Love is not for the risk-averse. Hurt is an inevitable part of the deal we sign, whether it’s for a weeklong or lifelong relationship. Lydia Davis, in her piece “Break it Down,” describes heartbreak as a cold, metal box sitting three feet away from us at the start of every relationship. And, even though we can see the pain waiting for us, falling in love is the act of looking at that box and saying, “All right, I’ll take it, I’ll buy it.” Love demands the subversion of reason to feeling. No amount of reasoning or contemplation or consideration has kept me safe from love’s peculiar pain. When I entered into my next relationship, I tried to keep it as just “seeing each other.” I figured it would hurt less when we inevitably moved on from one another to the next “thing.” Reason told me that if we never called it something in the first place, I wouldn’t have anything to miss. But in an effort to avoid feeling loss, I denied myself the right to grieve.
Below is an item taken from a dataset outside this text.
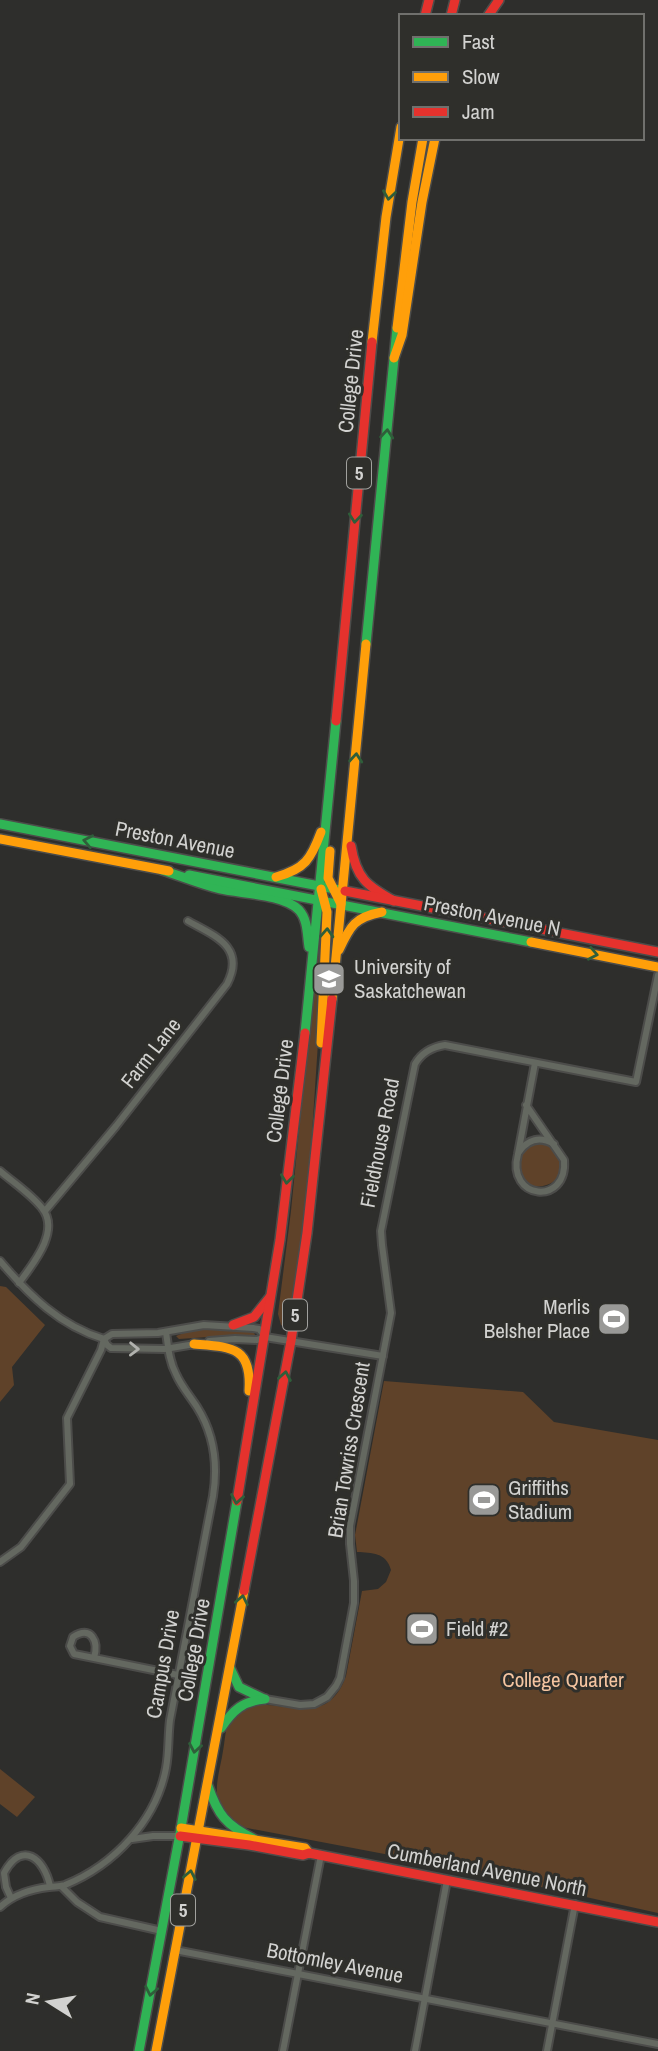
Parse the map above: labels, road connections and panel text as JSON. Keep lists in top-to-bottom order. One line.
{"streets":{"main road":["College Drive","5","Preston Avenue","Preston Avenue N","Cumberland Avenue North"],"street":["Farm Lane","Fieldhouse Road","Brian Towriss Crescent","Campus Drive","Bottomley Avenue"]},"crossings":[["College Drive","Preston Avenue"],["College Drive","Preston Avenue N"],["College Drive","Brian Towriss Crescent"],["College Drive","Cumberland Avenue North"],["College Drive","Bottomley Avenue"],["Preston Avenue","Preston Avenue N"],["Fieldhouse Road","Brian Towriss Crescent"]],"parks":["College Quarter"],"places":{"school or university":["University of Saskatchewan"],"sports":["Merlis Belsher Place","Griffiths Stadium","Field #2"]},"legend":["Fast","Slow","Jam"],"north":"left"}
After all, I told myself, it’s not like you were ever really “dating” him anyway.

Perhaps Yale’s narrow definition of progress breeds an aversion to real intimacy. Before my first heartbreak, I’d seen my Yale career as a graph with a steady, positive slope. Each new element I added to my routine, whether I realized it or not, fit into a narrative of constant self-improvement.

But love isn’t linear. It doesn’t have an established set of hoops for high achievers to jump through. No amount of checked boxes will guarantee a relationship’s success. So when we operate under a strict definition of forward motion, we don’t want to risk the unknown variable of a relationship.

Those who dismiss romance as equivalent to unproductive pain forego some of the meatiest parts of life. The silly intimacy of being in love, and the knocks-you-flat pain of heartbreak are unique reminders of our human capacity for both extraordinary vulnerability and extraordinary strength. When I entered a relationship, I traded logical building blocks for less tangible — but much more important — transformations. I turned my focus outward and tried to truly understand someone else, even though I could see the pain ahead just out of the corner of my eye. When the relationship ended, the experience of having been fully accepted and then forgotten by the same person created a cocktail of emotions I didn’t even know could exist. I encountered the best and worst parts of myself. My capacity for grit and grief was far greater than I’d thought.

Desiring to love and be loved shouldn’t be countercultural on this campus. When we believe that self-actualization is a matter of following logical steps alone, we choose to live inside our emotionally stagnant comfort zone. Life is not linear, not sanitized, not predictable. Why are we living as if it were? Life is not as small as fear might lead us to believe. And try as we might, we ultimately cannot intellectualize ourselves above the basic human need for connection and acceptance.

This Valentine’s Day, I celebrate those I have loved for the moments our paths have crossed and for the resulting twists and turns my life has taken as a result. They pointed me in the direction I needed to go. The person I am now is the product of love’s peculiar joy and pain. That’s the way it should be.